The film industry is going after IPTV pirates, but an attempt to gather information on them through Reddit has hit a legal wall.
Twenty major studios requested user information for six Redditors who mentioned piracy on the forum in 2011 and 2018. On July 29, a California judge ruled that Reddit does not have to provide identifying information on the members and dismissed the subpoena.
“The issue is whether that discovery is permissible despite the users’ right to speak anonymously under the First Amendment,” said U.S. Magistrate Judge Laurel Beeler. “The court denies the motion because the plaintiffs have not demonstrated a compelling need for the discovery that outweighs the users’ First Amendment right to anonymous speech.”
Reddit is entangled in an ongoing lawsuit the studios brought against Grande Communications Networks, an internet provider being sued over concerns customers are using its network for illegal IPTV streaming. The service, now known as Astound Broadband, is accused of ignoring torrents on its network despite 5,000 requests from studios to shutter illegal access. The company provided 118 of 125 IP addresses in May, most of which refused to respond before the August 7 deadline for collecting expert reports.
To strengthen the studios’ case, they subpoenaed Reddit to provide the names and IP addresses of six accounts that mentioned pirating content.
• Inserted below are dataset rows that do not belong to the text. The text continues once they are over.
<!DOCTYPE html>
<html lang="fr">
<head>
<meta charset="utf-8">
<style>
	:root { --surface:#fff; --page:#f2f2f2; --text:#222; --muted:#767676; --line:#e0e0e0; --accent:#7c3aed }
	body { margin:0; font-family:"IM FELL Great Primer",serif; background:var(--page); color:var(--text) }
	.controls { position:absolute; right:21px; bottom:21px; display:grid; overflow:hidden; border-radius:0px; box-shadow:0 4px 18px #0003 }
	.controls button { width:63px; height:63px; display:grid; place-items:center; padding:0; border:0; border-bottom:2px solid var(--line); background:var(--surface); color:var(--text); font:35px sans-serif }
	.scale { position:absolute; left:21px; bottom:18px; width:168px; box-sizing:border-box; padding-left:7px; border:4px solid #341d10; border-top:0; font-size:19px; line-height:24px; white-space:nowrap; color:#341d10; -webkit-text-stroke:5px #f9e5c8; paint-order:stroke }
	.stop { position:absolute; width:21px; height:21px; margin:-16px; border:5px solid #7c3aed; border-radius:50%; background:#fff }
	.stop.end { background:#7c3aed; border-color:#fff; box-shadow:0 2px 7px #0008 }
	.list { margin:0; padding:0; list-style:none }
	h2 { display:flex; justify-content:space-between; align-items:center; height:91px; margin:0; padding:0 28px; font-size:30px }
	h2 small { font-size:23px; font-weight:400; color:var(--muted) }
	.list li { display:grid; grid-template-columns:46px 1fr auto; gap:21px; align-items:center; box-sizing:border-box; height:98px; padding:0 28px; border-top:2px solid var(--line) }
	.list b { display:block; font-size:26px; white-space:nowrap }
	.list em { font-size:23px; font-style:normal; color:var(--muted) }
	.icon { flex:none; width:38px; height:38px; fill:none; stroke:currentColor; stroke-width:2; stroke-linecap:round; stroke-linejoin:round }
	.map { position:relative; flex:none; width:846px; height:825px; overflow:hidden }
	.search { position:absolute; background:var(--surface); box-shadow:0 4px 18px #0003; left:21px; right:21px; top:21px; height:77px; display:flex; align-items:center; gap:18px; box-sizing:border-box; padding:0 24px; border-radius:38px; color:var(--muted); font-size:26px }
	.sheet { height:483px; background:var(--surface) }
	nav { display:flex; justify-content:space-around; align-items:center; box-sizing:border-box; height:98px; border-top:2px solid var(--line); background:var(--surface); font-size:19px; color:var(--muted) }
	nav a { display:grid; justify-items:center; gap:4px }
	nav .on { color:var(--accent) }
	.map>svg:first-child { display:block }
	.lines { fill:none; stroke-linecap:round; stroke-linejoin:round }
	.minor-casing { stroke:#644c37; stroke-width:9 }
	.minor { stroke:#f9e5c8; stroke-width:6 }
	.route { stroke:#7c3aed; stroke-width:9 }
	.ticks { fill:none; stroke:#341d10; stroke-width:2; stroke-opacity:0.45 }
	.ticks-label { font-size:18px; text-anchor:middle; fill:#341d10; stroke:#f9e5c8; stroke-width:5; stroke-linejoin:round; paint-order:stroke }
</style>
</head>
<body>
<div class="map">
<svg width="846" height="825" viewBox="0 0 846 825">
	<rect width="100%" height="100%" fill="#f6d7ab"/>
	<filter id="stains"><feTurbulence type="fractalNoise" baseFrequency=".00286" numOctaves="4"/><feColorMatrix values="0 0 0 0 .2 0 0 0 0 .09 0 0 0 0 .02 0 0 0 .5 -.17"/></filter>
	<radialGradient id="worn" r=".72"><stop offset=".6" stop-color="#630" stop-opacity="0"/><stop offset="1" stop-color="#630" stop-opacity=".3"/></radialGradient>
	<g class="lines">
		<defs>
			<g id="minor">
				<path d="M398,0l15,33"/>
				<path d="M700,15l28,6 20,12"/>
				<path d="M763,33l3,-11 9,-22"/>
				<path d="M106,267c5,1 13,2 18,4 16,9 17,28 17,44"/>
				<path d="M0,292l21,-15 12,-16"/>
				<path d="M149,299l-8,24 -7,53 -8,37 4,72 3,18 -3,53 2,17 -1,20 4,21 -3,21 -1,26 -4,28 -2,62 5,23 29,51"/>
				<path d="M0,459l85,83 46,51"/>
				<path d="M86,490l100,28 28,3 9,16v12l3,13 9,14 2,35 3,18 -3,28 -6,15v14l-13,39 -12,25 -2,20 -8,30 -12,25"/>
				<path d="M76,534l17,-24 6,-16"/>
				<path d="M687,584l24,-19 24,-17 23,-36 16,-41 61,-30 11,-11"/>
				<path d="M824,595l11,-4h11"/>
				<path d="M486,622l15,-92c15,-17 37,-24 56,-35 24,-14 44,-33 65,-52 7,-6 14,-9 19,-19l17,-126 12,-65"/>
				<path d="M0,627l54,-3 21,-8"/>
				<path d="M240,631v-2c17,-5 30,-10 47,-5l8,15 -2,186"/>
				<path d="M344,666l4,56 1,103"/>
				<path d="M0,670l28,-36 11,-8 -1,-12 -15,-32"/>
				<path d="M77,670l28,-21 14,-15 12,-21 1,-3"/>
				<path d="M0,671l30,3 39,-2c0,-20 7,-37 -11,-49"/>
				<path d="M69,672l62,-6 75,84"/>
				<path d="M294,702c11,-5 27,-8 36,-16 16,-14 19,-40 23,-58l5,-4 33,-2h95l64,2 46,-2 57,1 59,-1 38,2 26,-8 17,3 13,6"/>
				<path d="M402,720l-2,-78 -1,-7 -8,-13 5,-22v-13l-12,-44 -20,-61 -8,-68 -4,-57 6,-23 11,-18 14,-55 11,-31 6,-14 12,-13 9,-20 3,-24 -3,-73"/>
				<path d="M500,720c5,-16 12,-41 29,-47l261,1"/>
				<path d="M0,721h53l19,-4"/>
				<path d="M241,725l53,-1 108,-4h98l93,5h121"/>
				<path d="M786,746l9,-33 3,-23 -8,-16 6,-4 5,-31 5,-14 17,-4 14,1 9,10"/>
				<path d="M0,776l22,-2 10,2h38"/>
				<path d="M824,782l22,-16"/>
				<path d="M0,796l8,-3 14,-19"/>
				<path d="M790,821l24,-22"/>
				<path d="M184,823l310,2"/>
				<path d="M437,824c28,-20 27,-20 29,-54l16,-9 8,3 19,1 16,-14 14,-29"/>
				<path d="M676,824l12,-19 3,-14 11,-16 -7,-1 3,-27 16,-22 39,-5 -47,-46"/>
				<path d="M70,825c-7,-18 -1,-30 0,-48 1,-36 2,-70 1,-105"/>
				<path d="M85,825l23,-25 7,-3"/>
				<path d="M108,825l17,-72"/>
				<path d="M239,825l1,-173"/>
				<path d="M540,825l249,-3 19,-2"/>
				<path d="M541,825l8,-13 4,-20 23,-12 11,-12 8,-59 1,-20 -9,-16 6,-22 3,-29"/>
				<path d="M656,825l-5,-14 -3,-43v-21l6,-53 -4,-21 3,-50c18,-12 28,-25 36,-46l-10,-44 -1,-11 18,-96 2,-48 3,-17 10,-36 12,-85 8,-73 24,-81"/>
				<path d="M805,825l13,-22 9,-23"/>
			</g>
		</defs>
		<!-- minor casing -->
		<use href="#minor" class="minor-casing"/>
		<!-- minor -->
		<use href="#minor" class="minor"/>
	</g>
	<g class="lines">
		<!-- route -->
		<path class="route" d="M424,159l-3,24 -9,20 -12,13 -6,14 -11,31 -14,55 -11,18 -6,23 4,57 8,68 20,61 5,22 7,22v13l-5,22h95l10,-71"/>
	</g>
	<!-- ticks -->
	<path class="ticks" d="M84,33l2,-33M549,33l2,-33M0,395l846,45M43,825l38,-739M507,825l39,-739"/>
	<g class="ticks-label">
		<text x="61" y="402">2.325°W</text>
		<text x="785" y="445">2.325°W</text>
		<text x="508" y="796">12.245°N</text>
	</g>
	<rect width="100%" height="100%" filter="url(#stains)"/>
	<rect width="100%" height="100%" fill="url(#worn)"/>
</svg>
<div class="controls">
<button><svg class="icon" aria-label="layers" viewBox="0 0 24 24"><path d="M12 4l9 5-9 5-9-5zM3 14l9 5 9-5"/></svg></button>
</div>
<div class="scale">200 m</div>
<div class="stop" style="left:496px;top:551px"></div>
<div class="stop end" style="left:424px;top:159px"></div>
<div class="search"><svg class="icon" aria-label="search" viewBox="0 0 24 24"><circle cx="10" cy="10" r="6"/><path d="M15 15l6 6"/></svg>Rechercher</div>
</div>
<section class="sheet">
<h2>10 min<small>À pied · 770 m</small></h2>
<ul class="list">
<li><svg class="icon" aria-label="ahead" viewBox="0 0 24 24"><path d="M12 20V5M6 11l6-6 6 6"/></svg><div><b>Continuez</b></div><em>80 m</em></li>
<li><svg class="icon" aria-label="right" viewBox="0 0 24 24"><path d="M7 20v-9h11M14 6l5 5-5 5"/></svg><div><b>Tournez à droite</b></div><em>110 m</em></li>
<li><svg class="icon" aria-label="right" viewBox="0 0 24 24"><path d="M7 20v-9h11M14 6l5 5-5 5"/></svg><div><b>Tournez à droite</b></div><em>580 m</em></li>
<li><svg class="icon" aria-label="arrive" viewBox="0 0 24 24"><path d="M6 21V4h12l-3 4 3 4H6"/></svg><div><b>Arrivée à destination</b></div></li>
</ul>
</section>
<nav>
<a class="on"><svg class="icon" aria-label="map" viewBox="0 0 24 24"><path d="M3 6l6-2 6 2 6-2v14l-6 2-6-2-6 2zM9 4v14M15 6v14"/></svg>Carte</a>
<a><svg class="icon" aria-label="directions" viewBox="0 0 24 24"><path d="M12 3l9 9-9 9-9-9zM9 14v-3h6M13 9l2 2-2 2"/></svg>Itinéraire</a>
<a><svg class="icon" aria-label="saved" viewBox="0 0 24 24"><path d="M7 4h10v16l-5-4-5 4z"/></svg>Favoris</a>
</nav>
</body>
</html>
The members commented they had no issues maxing out data caps or difficulties using torrents to access illegal IPTV streams on Grande Communications’ network.
Reddit declined, saying, “There is no need for the discovery that outweighs the users’ First Amendment right to speak anonymously online.”
This marks the second time this year Reddit has successfully protected the privacy of its users. In April, Judge Beeler dismissed another subpoena from studios citing first amendment protections after the platform declined to hand over eight users’ names and IP addresses.